Swank::ElasticSearch

All indexing and searching capabilites are provided by the Swank::ElasticSearch class.

It uses Search::Elasticsearch to talk to an ElasticSearch server or OpenSearch server, which can run locally.

For small web sites, the server can run on the local machine listening on localhost (127.0.0.1) only, so that no other machines can access it. The extra security setup for elasticsearch is not needed in this case.

Special Features:

Any page with a "noindex" field set to true will not be indexed.

Link href values are indexed in a "_link" field, so links to a specific page can be found by doing $sys->search(' _link:"/my/page" ').

Code is indexed in a "_code" field, so you can search for pages containing certain code strings.

Dates are detected by the iso format, and are indexed by day only (without the time) for effeciency.

TODO: there are plans to support per-field indexing options (private, unindexed, keyword, etc), but that depends on field-level meta data being implemented. 

Also, lucene has no syntax for searching in non-parsed keyword fields.  If you really need a specific value, without additional data in front or behind, you must check the values returned by the search to be sure.

Advanced and/or dubious searches

See the Java documentation for the full query syntax documentation.

Date search:   date:[YYYYMMDD YYYYMMDD]

All records with "field" defined (not sure if/why this works):  field:[0 TO 0]

All records without "field" defined, by getting all pages and removing those with fields (all pages have a path field):  path:[0 TO 0] AND NOT field:[0 TO 0]

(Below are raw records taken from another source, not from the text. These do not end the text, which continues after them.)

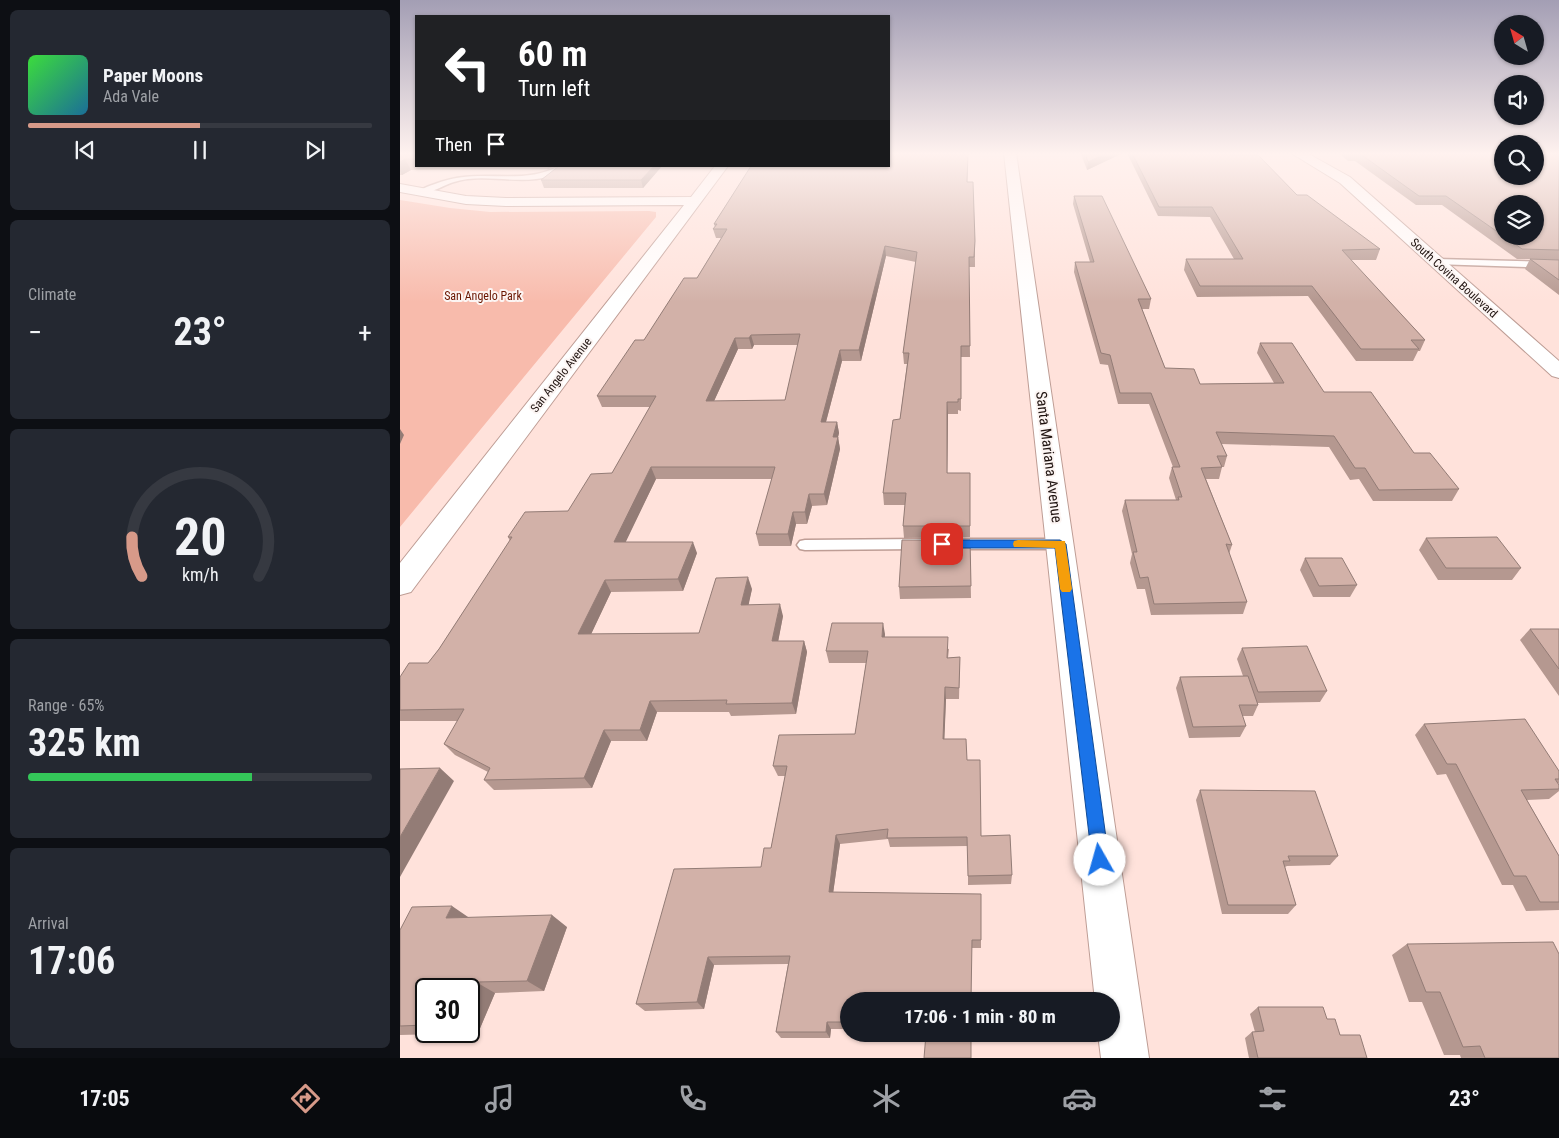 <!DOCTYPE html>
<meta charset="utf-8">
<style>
body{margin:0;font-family:"Roboto Condensed",sans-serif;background:#242831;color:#f1f3f6;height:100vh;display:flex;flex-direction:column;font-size:19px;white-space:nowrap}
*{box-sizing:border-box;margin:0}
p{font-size:16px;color:#9ea1a6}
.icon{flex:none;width:28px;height:28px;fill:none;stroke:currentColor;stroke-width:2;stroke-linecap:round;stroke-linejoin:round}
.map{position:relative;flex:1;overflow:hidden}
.sheet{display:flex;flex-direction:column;gap:10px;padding:10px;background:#0d0f14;width:400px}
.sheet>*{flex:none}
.top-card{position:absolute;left:15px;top:15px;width:475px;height:152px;border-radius:0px;box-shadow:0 1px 4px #0004;background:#202124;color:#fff;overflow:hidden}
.needle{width:32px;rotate:323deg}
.fabs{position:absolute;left:1094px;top:15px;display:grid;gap:10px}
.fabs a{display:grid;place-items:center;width:50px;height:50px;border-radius:50%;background:#171b24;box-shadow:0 1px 4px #0004;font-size:25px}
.speed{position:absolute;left:15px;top:978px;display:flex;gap:10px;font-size:25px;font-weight:700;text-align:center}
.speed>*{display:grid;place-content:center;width:65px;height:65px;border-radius:50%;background:#171b24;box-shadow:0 1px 4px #0004;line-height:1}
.speed .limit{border:2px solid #111;border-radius:8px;background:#fff;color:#111}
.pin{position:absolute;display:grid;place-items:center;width:42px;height:42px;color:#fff;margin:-21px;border-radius:10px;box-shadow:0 2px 8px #0006}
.me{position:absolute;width:55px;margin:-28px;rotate:353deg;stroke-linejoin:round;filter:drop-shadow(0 0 4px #0008)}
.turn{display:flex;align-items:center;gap:18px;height:105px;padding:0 20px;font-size:22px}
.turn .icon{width:65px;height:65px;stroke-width:2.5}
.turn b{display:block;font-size:35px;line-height:42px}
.then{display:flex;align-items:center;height:48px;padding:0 20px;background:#0003;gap:10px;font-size:19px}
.big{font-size:38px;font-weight:700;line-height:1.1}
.sheet .tile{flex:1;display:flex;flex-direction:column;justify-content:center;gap:8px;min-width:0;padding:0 18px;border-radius:8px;background:#242831}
.sheet .dial{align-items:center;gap:0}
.dial svg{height:130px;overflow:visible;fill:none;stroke:#363941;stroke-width:7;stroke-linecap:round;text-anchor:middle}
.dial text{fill:#f1f3f6;stroke:none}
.song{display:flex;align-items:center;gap:15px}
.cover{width:60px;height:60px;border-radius:8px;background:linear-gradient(135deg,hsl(120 70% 55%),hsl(200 70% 35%))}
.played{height:5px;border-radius:2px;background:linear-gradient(90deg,#d79a89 50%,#363941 50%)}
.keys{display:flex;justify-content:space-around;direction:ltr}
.heat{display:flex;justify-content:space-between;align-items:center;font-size:28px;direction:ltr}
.charge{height:8px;border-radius:4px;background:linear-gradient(90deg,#34c759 65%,#363941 0)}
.trip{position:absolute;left:440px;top:992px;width:280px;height:50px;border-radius:25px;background:#171b24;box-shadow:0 1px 4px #0004;font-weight:700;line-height:50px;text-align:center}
.dock{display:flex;height:80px;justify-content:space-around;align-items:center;background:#090b0e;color:#9ea1a6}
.dock .icon{width:35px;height:35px}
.dock .selected{color:#d79a89}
.dock b{font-size:22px;color:#f1f3f6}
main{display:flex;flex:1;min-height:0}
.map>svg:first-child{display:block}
.green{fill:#f8bbac}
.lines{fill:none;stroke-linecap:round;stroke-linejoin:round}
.lane-casing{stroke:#be9d95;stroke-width:3}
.street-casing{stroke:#be9d95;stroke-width:2}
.lane{fill:#fff;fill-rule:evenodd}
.street{fill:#fff;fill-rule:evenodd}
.wall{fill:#b59890;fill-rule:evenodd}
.shaded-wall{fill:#937c76}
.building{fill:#d2b1a8;stroke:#937c76;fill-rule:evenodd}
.route{fill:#1a73e8;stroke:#114b97}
.slow{fill:#f59e0b}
.labels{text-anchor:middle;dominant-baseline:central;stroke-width:4;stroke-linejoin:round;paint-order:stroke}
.far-street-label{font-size:12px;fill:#201411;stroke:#fcf5f3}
.far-park-label{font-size:12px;fill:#6a1601;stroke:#fcf5f3}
.street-label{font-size:15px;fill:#201411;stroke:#fcf5f3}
</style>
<main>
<section class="sheet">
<div class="tile">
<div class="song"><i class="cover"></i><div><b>Paper Moons</b><p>Ada Vale</p></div></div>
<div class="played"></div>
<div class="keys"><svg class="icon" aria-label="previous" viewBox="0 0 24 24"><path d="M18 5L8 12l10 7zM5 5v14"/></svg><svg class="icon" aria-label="pause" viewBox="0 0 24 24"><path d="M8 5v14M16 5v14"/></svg><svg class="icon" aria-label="next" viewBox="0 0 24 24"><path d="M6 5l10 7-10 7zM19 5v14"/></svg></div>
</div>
<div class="tile"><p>Climate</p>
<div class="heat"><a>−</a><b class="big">23°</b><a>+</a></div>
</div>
<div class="tile dial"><svg viewBox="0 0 100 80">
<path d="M14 69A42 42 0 1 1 86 69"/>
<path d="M14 69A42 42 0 0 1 8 45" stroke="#d79a89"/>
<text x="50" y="56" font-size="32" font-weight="700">20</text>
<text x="50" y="72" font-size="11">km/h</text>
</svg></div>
<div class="tile"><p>Range · 65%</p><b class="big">325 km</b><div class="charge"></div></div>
<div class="tile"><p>Arrival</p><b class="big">17:06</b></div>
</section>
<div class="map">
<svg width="1159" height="1058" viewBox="0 0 1159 1058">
<rect width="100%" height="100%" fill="#ffe2db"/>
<path class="green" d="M0 200 50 208 90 212 249 211 256 212V217L0 527Z"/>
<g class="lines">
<g class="lane-casing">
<path id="lane" d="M159 166H168C135 193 91 170 54 182 45 184 26 197 18 192 23 188 29 186 35 184 78 166 121 187 159 166Z
M1037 259 1159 262V268L1034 264 1032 262Z
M521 539 526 540 529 544 526 548 521 549 405 550 400 549 397 545 400 541 405 540Z
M549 539H660L665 540 668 544 665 548 660 549H549L544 548 541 544 544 540Z"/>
</g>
<g class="street-casing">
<path id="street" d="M604 153H616L749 1058H701L698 1034H711V1001H695Z
M891 153H907L950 177 1159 361V378L1152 376 940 183Z
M315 166H328L11 592 0 595V563L284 205 106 206 66 204 0 192V184L66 196 106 198 291 197Z"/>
</g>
<use href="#lane" class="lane"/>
<use href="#street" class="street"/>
</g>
<path class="wall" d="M0 153H16V166H155L148 169 11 170 2 175H0Z
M670 153H723L687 170 681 154H670Z
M727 153H828L830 155 897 195 980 249 976 260H951L1025 340 1020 351H1018L1013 361H956L908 296 797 297 784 270 786 259H834L810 217 758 216Z
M939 153H1159V295L1125 269 1130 259H1117L1042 205H1016L955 161H948ZM1102 204 1135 236H1102Z
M262 166 243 188H144L141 180Z
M567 182 575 241V267H569L570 357H561V411L558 410V414H548L547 473H570V537L504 538 503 526 505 505H484L483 493 500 419 507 364H504L503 353 516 262 486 256 461 361H442L426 422H437L439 433 438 437 440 449 427 505 412 506 407 524H396L391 546H359L356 534 372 479H256L225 542 297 553 283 591 211 592 191 634 299 633 352 589 348 605 383 616 378 641H404L407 652 396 714 331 716 329 712H257L247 741H211L192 788 94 790 84 780 88 772 55 755 44 744 58 721H0V677L28 663 39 649 110 541 108 537 168 511 212 473 250 407H202L197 396 244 340 297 278 321 238H316L313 229 315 227 314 224ZM354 345H398L385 400 314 401 338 349H352Z
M674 196 751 299 749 309H742L765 368 800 384 874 383 857 353 860 343 924 392 1014 453 1059 489 1052 501H973L959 479 950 480 929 447 821 444 827 456 824 467H822L819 479H806L832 545 829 554 847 602 843 614 751 615 745 589H737L730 563 732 554 722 511 725 500H776L769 478 772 467H773L749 404H718L708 365 700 364 674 272 675 262H690L673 204Z
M1026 538 1121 568 1112 580H1038L1019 550Z
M570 540 571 598 500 599 499 587Z
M905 558 957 585 950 597H913L900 570Z
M1130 629H1159V696L1120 640Z
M485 634V637L549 649 548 658 560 657 559 699H546L544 739 567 760 581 836 612 875 611 884 568 885V846L490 847 488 839 440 844 433 893 581 894V948H572L449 1001V1029H431L430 1038H381L376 1032 388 964 314 965 304 1009 245 1011 236 1004 361 867 371 848 385 776H378L373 766 455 734 466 663H429L426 651Z
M842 648 927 691 920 702 857 703 858 705 853 716H842L846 726 840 737 789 738 776 688 780 677 843 676 837 659Z
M1024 724 1159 771V783L1158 784 1159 791 1149 799 1127 800 1159 856V910L1126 911 1113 885H1102L1046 774 1037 775 1015 735Z
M800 790 938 856 930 865 887 866 885 867 896 905 888 914H822L796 800Z
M69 918 167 927 144 991 95 993 78 1033 0 1035V930ZM26 989H69V1031H26Z
M1007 944 1159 1058H1061L1060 1055H1044L1022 1002H1009L992 955Z
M858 1007 927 1019 940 1035 967 1058H849L845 1038 852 1032H855L850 1014Z"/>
<path class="shaded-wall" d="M706 153H723L687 170 688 162Z
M5 159 11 170 2 175 0 171V162Z
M147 166H155L148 169Z
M254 166H262L243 188 241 180Z
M485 246 486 256 461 361 459 350Z
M351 335 354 345 352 349 349 338Z
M335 338 338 349 309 412 306 401Z
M440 350 442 361 423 433 421 422Z
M547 402 548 414 547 485Z
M437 422 439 433 435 449 433 437Z
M0 429 4 435 0 444Z
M438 437 440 449 427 505 424 494Z
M251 467 256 479 220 554 214 542Z
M409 494 412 506 407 524 405 512Z
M393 512 396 524 391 546 388 534Z
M293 542 297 553 283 591 278 579Z
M348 577 352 589 346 617 341 605Z
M205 580 211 592 186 645 178 634Z
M380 604 383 616 376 653 372 641Z
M483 623 485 634 483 649 482 637Z
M404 641 407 652 396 714 392 703Z
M545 687 546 699 544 750 543 739Z
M250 701 257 712 247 741 240 730Z
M204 730 211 741 192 788 184 778Z
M40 768 54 781 0 877V837Z
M436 835 440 844 432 901 429 892Z
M52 906 71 919 46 918Z
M152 915 167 927 144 991 127 981Z
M308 957 314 965 304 1009 297 1002Z
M76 982 95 993 78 1033 69 1029V999Z
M427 1022 431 1029 430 1038 426 1032Z"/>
<path class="building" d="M0 153H16V159H5L0 162Z
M489 153H568L567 182H573L575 241 574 257H569L570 346H561V399H558V402H547V473H570V526H503L506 493H483L493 420 500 419 509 353H503L517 252 485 246 459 350H440L421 422H437L433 437H438L424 494H409L405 512H393L388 534H356L375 467H251L214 542H293L278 579 205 580 178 634 299 633 316 578 348 577 341 605 380 604 372 641H404L392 703 326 704 327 700 250 701 240 730H204L184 778 84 780 90 768 44 744 64 709 0 710V677L9 663H28L39 649 112 537H108L125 512 168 511 191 474 212 473 256 396H197L235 340H244L284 278H297L327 229H313L317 224H314L351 166H489ZM400 334 385 400 306 401 335 338H349L351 335Z
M685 153H706L688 162Z
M732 153H828L830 155H858L897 195H907L980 249 942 250 1025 340H1011L1019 349H961L912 286H800L786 259H843L812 207H759Z
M959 153 1102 154V176H1135V154H1159V250L1122 249 1104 236H1135V204H1102V235L1046 196H1019Z
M159 166H254L241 180H141Z
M674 196H702L751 299H738L765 368 794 369 800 384 884 383 860 343H892L924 392H971L1014 453H1030L1059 489 979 490 965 468H955L934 436 816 432 827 456H817L822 467 801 468 832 545 826 544 847 602 754 604 748 577 740 578 733 552H737L725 500H779L778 497H782L772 467H780L751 393H720L710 355 701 353 675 262H694Z
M1130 259 1159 260V280Z
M1097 537 1121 568H1046L1026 538Z
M502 540H570L571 586 499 587Z
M905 558H942L957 585 919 586Z
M432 623H483L482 637H548L547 658 560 657 559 688 545 687 543 739H566L567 760H580L581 836 610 835 612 875 568 876 567 837 487 838 488 829 436 835 429 892 581 894V940H572L571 1001H449V1022H427L426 1032H376L390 956 308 957 297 1002 236 1004 274 869 361 867 364 848H371L387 766H373L379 735 455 734 468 651H426Z
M1130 629H1159V669Z
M907 646 927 691 858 692 842 648Z
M848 676 858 705H839L846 726 793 727 780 677Z
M1125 719 1159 771V779H1155L1159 785V789L1121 790 1159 856V902H1140L1126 876H1114L1056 764H1047L1024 724Z
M40 768 0 837V769Z
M800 790 915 791 938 856H888L890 861H883L896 905H828Z
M52 906 46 918 152 915 127 981 76 982 69 999V989H26V1025L0 1026V930L12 907Z
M1153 942 1159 954V1058H1085L1080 1046 1063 1047 1040 992H1026L1007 944Z
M858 1007H923L927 1019H935L940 1035H960L967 1058H858L852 1032 864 1031Z
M526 1034H571V1058H524Z"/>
<linearGradient id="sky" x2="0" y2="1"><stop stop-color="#a39eb4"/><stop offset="0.51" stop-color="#fff2ef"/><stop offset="1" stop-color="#fff2ef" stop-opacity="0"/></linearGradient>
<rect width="1159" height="302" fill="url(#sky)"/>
<path class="route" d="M542 540H660L666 544 709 860 706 866 700 869 694 866 692 860 655 548H542L537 544Z"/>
<path class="slow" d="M618 540 665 541 672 589 670 592H662L660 589 655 548 614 547 613 544 614 541Z"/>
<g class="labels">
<g class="far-street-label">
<text transform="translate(1054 278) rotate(42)">South Covina Boulevard</text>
<text transform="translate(161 375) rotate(-52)">San Angelo Avenue</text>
</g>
<g class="far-park-label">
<text x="83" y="296">San Angelo Park</text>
</g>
<g class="street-label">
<text transform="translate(649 457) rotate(83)">Santa Mariana Avenue</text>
</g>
</g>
</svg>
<div class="fabs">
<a><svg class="needle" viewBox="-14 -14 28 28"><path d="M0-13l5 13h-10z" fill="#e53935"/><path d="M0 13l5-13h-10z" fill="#9ea1a6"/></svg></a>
<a><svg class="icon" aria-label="sound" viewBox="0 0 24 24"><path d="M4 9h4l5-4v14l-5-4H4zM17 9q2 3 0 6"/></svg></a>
<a><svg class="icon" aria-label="search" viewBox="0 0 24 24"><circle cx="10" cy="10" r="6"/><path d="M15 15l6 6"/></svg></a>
<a><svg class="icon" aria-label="layers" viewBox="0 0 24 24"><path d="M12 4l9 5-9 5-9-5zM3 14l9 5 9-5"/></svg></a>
</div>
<div class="speed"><div class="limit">30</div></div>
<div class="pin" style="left:542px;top:544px;background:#d93025"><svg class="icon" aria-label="arrive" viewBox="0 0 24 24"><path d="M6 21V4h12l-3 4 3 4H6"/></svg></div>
<svg class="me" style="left:700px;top:860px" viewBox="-20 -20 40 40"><circle r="19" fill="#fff"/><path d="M0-13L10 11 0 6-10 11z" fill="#1a73e8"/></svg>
<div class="trip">17:06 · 1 min · 80 m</div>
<div class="top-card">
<div class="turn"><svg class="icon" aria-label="left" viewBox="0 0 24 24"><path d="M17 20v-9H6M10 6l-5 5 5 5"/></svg><div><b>60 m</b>Turn left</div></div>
<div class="then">Then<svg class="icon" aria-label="arrive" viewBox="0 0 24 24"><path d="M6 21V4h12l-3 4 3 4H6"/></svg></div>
</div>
</div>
</main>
<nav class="dock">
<b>17:05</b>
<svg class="icon selected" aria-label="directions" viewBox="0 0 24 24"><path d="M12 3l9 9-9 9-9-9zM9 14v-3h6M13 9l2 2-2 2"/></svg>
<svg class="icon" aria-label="music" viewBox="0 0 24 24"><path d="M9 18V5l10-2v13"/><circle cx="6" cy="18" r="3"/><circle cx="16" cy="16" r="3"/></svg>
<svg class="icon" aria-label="phone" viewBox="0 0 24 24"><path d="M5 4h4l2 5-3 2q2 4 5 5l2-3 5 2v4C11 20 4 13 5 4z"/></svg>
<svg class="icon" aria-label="climate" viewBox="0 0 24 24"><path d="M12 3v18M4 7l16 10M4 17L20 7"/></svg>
<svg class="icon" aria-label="car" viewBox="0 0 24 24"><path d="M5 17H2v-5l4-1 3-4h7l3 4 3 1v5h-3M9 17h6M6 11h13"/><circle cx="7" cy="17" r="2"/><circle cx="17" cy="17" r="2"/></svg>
<svg class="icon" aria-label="filters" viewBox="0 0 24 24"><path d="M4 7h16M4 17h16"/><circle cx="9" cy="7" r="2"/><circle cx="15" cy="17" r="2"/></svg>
<b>23°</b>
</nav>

Field defined but empty???

Requires:

Search::Elasticsearch

ElasticSearch or OpenSearch

Provides:

search( 'search string', [ options ... ] )

Provides the search function for the Swank system. Returns a Swank::ElasticSearch::Results object.

'search string' is a lucene search string.  Syntax summary:

word  -- does a full text search for word in any field

field:word  -- does a search for word in the given field only

word AND word  -- does a boolean search. AND, OR, and NOT must be upper case

"a phrase" / field:"a phrase"  -- searches for an exact phrase

[begin end] / field:[begin end]  -- does a range search

options may be:

sort => 'fieldname [desc], fieldname ...'  -- sorts results by the given field name. The default is to sort by RELEVANCE.

sort => \&sub  -- a sort subroutine may also be given, subject to the restrictions for sort subroutines being passed to other perl classes.  This means $a and $b will not work; use this syntax instead:

                     sub ($$) { $_[0] cmp $_[1] } 

refresh => 1 -- will close and reopen the internal lucene objects.

Overrides:

write()  -- indexes page objects after they are written.

delete()  -- de-indexes deleted objects.

Support pages:

/search

/searchbox

Swank::ElasticSearch::Search

This helper class does the actual searching and indexing.  It should not be necessary to access it directory for any reason.

API:

index()  -- called by Swank::ElasticSearch::write to index a page.

delete() -- called by Swank::ElasticSearch::delete to un-index a page.

search() -- called by Swank::ElasticSearch::search to do searches.

reindex() -- clears the index and reindexes all pages returned by $sys->storage->_enumerate

optimize() -- optimizes the index.

Swank::ElasticSearch::Results

Encapsulates the results from a lucene search.

API:

length() -- number of hits returned by the search.

next() -- returns the page object for the next hit in the search.

get( index )  -- returns a specific hit in the search, numbered 0 .. length()-1

all() -- returns a list of page objects for all hits from the search.